世上還有比花蕾舅舅舅母更偏心更狠的父母,遇上這樣的父母,當子女的隻能自認倒黴了:“以後你還是少與他們家來往了。
”這樣的人還是少來往,沾上了就意味着是麻煩。
花蕾忙點頭:“姑娘放心,不會再有來往了。
”花蕾沒說後續,她娘知道了這件事的前後因果,跑去舅母那裡要銀子,一分銀子沒要到不說,還跟她娘大吵了一架,最後鬧得不歡而散。
對于這樣的兄弟,花蕾的娘也是寒心了,直接說着沒有這樣的兄弟,再不願意來往。
花蕾冷笑,這次姑娘要為少爺挑選小厮的消息傳揚出去以後,舅母竟然異想天開地找上她,說讓她給姑娘推薦二表弟。

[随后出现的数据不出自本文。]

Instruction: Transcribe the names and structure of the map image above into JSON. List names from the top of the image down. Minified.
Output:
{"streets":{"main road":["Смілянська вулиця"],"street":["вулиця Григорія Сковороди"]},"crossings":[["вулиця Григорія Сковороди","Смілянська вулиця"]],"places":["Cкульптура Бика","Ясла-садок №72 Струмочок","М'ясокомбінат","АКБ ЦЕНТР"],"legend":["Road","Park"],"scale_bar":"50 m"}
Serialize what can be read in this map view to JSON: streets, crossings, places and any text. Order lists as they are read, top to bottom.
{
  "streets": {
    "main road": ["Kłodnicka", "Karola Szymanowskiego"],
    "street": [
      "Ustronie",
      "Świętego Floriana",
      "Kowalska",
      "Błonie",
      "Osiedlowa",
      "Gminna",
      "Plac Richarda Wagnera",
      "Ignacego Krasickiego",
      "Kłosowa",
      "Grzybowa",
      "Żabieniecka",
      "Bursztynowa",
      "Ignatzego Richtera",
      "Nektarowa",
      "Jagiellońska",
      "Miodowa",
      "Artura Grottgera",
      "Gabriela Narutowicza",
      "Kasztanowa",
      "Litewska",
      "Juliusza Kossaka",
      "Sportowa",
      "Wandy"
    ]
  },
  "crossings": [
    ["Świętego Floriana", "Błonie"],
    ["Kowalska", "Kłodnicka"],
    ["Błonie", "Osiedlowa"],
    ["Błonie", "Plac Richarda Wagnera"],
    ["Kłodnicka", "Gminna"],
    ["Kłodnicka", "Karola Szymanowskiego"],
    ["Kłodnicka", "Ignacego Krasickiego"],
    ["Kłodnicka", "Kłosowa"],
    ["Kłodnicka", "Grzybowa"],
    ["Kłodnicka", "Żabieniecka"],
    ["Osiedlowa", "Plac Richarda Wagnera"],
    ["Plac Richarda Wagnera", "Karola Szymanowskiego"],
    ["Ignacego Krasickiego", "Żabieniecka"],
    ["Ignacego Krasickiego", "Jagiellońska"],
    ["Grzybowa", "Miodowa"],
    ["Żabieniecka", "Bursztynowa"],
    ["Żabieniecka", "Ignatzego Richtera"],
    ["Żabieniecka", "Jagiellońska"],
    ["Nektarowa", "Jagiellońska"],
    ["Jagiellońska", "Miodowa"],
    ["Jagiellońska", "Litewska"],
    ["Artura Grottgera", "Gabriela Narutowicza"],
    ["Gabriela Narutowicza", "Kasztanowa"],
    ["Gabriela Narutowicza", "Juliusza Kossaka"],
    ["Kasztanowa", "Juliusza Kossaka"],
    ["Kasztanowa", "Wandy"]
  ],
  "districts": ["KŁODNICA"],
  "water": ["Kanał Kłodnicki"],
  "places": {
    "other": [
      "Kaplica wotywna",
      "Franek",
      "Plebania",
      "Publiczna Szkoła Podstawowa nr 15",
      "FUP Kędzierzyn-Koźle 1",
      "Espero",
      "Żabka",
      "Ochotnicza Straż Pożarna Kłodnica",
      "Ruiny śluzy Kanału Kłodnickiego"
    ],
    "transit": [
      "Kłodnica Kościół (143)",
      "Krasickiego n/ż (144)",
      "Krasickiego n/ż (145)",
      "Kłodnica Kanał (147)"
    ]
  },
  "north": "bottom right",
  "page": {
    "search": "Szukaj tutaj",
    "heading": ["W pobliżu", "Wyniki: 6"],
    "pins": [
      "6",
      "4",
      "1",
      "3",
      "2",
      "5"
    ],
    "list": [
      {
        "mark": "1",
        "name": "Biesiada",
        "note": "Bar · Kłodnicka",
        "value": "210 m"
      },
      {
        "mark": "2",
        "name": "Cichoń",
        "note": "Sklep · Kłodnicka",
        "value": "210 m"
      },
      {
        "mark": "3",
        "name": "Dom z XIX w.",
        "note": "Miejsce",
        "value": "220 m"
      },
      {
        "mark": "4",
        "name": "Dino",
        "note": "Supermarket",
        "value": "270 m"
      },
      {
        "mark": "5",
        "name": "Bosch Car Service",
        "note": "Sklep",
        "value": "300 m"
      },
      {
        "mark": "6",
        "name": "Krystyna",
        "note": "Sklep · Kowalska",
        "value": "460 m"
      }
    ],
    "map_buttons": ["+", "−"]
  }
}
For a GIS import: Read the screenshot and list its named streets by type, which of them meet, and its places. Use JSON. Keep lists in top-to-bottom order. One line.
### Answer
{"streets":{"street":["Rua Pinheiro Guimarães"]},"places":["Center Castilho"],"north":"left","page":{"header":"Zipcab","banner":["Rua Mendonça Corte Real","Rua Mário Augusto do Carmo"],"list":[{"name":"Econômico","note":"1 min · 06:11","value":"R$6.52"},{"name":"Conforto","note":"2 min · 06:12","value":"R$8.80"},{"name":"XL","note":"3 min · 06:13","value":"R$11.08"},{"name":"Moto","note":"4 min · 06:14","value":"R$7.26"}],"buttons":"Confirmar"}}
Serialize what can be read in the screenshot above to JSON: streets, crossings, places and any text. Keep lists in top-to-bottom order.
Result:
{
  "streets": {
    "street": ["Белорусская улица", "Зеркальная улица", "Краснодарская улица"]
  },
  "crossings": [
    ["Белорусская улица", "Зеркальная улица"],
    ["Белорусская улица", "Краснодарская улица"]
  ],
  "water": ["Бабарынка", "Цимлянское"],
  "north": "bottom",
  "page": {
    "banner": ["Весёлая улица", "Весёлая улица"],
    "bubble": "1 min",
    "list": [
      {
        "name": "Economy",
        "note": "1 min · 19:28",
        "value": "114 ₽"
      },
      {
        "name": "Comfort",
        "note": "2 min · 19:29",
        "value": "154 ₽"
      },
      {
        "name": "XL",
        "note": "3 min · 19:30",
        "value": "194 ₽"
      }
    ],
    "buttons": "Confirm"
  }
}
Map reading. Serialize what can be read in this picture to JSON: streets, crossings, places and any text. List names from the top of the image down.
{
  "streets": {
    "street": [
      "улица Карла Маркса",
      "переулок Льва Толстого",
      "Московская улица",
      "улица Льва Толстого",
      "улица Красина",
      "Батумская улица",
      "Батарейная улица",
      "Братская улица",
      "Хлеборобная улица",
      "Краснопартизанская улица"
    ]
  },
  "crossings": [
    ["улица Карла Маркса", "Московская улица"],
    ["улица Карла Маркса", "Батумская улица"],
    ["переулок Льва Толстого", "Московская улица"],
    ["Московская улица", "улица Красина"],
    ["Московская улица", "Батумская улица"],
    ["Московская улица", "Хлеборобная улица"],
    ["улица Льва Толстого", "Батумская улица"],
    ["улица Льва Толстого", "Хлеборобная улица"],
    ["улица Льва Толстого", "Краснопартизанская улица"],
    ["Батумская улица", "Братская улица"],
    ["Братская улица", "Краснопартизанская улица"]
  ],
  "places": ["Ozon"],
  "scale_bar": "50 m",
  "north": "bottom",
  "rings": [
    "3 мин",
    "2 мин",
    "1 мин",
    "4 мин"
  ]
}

那二表弟好吃懶做,竟然讓她推薦這樣的人給少爺當小厮,還真是讓人譏諷。
不過她也沒将這話說死了,直接說着先将二十兩銀子還回來,再說其他。
結果,舅父就偃旗息鼓了。
月瑤點頭:“那就好。
”并沒再多問其他的。
鄧媽媽出去以後,特意找了花蕾:“這件事此次一次,再不可有下次。
否則,你就不要在姑娘身邊伺候了。
”鄧媽媽認為花蕾這樣的舉動逾越了本份,長此以往對姑娘來說不是好事。
花蕾被訓得面紅兒躁:“媽媽,下次再不會了。
”
鄧媽媽點頭。
其實鄧媽媽的意思是從老爺以前倚重的幾個随從家裡挑選一個小子,卻沒想到被花蕾壞事了。
對于鄧媽媽來說,挑選以前的人家,比花蕾的叔叔可靠許多。
隻是姑娘決定了,她也不好反駁。
傍晚時分,花蕾的嬸娘就帶着小兒子過來求見月瑤。
月瑤看着穿着一身帶着補丁的小男孩。
小男孩比正哥兒高出了半個頭,皮膚黝黑,眉毛很粗,長相不出衆但也不難看,屬于普通人一枚。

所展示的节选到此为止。